School food waste act introduced
In an effort to reduce food waste in our nation's schools, Reps. Chellie Pingree (D-ME), Dan Newhouse (R-WA) and Suzanne Bonamici (D-OR) have introduced the "School Food Recovery Act."
The legislation will provide grants from the USDA to schools to work on food waste reduction programs. Eligible activities would include food waste measurement and reporting, prevention, education and reduction projects.
A recent World Wildlife Fund report found that national food waste in schools is approximately 530,000 tons (excluding milk) per year, costing approximately $1.7 billion.
Sanders, Buttigieg and Klobuchar are Dem frontrunners
Sen. Bernie Sanders (D-VT) and former mayor Pete Buttigieg are the frontrunners for the Democratic nomination for president after the New Hampshire primary. Sanders won New Hampshire by a much narrower margin than expected. Buttigieg showed strength throughout the state.

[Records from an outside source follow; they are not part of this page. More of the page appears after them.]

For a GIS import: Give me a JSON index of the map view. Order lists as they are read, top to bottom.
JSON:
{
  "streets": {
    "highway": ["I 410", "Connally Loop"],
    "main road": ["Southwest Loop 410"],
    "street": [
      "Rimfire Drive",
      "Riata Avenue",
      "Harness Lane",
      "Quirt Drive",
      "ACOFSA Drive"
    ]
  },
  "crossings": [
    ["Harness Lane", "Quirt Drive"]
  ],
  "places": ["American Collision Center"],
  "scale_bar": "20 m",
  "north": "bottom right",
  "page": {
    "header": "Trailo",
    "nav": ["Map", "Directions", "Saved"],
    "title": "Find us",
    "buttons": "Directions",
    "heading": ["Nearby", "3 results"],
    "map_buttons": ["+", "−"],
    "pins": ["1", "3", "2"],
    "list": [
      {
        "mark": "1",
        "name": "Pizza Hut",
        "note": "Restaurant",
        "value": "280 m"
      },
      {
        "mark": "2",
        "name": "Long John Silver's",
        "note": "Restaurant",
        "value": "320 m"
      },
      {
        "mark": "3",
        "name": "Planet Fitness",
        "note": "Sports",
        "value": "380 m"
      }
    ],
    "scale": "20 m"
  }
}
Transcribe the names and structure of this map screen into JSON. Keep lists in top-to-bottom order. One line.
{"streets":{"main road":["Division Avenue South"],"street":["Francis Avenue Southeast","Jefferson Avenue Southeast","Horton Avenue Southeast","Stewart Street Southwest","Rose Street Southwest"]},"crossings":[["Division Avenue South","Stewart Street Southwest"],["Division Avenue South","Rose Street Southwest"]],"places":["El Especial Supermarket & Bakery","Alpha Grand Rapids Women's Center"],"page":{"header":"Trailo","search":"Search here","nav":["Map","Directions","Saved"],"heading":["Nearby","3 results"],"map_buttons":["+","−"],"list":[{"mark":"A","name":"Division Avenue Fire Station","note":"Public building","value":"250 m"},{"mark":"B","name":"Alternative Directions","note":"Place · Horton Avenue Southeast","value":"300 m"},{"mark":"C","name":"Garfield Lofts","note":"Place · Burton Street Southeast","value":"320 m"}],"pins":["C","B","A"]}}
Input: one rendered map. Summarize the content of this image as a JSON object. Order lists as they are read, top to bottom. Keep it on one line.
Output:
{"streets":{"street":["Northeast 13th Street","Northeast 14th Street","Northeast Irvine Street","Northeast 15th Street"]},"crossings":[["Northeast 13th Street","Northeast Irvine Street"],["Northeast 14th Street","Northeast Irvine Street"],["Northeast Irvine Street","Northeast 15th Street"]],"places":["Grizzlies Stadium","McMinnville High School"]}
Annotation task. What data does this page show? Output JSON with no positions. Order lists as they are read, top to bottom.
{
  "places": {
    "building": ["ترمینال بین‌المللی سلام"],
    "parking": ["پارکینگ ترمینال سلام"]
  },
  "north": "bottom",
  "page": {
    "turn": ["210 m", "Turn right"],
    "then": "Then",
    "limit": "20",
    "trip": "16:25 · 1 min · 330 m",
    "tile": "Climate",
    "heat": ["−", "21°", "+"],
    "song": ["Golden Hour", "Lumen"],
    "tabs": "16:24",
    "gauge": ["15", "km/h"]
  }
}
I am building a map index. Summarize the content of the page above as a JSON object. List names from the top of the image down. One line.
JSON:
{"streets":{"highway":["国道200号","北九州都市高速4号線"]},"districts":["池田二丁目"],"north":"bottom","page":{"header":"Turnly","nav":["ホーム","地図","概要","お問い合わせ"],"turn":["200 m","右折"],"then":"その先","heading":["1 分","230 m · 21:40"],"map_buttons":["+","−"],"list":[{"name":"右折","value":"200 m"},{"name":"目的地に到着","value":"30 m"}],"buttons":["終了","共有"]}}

Sen. Amy Klobuchar (D-MN) finished strong in third place which will result in voters taking another look at her. Sen. Elizabeth Warren (D-MA) came in a disappointing fourth place. Former Vice President Joe Biden finished fifth. He is counting on South Carolina to try and give his struggling campaign a boost. Former Mayor Mike Bloomberg is skipping Iowa, New Hampshire, Nevada and South Carolina, and is focusing on the March 3 Super Tuesday elections which will account for nearly 35% of the delegates to the Democratic National Convention.